YOUR OBJECTIVE —
Using the entries that follow, state how many lines contain the word "north". The response is that number and nothing more.

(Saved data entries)
-- Opening Marker --

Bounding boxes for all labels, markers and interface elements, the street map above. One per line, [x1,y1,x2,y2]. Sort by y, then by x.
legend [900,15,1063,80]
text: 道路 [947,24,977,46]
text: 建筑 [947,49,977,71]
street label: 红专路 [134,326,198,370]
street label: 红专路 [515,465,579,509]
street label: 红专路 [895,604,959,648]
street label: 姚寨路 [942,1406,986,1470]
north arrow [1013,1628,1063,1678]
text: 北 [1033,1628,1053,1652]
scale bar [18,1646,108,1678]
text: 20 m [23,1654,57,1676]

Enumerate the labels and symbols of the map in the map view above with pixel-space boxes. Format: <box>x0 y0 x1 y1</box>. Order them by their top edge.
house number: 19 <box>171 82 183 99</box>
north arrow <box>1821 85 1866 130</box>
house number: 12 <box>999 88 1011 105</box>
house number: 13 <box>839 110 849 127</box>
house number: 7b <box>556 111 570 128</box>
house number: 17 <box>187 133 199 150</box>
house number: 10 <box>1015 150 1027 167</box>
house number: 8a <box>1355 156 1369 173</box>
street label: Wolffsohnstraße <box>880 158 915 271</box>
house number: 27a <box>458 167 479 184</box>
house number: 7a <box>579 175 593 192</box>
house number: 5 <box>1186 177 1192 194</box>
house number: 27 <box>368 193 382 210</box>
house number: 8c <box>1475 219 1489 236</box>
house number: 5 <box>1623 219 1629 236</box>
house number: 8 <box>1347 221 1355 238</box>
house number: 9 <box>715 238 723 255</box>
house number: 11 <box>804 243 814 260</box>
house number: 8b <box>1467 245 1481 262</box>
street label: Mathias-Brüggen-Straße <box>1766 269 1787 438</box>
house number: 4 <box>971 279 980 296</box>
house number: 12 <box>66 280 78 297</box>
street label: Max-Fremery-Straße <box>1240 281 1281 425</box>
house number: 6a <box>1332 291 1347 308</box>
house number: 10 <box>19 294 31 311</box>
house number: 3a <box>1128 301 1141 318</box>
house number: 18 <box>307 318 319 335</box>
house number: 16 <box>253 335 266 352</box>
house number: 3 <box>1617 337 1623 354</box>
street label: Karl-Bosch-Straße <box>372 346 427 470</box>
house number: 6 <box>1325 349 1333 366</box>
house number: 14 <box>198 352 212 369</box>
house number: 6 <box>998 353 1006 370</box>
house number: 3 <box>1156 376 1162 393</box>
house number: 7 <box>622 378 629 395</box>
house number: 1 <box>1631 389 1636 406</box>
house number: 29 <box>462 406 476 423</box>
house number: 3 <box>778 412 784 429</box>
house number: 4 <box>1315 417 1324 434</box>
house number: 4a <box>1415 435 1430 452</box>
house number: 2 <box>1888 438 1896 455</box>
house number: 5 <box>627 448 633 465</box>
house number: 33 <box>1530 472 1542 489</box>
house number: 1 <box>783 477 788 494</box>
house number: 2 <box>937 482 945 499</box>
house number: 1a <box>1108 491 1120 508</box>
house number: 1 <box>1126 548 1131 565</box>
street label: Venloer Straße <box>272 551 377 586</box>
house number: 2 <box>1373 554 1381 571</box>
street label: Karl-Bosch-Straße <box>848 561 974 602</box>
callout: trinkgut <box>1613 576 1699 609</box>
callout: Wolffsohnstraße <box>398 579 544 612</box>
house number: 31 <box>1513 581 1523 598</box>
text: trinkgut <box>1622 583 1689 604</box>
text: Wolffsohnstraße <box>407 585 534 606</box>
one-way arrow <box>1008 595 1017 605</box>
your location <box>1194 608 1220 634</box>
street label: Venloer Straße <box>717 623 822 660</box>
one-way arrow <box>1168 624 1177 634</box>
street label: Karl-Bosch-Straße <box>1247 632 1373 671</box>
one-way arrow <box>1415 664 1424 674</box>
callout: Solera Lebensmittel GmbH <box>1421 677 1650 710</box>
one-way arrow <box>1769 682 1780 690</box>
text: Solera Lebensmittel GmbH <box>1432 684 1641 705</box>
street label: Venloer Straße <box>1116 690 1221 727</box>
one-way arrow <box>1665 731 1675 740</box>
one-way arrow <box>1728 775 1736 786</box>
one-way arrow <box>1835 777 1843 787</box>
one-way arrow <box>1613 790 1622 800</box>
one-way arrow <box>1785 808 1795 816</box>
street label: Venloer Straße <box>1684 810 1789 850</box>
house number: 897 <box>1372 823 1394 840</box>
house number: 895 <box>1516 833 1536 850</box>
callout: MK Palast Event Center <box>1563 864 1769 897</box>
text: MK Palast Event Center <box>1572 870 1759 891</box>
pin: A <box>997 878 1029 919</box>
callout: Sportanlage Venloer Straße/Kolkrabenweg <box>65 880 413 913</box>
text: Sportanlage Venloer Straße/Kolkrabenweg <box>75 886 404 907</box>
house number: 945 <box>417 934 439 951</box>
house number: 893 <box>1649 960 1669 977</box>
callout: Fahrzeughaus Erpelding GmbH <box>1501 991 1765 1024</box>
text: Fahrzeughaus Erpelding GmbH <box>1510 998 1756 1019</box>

-- Closing Marker --

WORKED SOLUTION —
2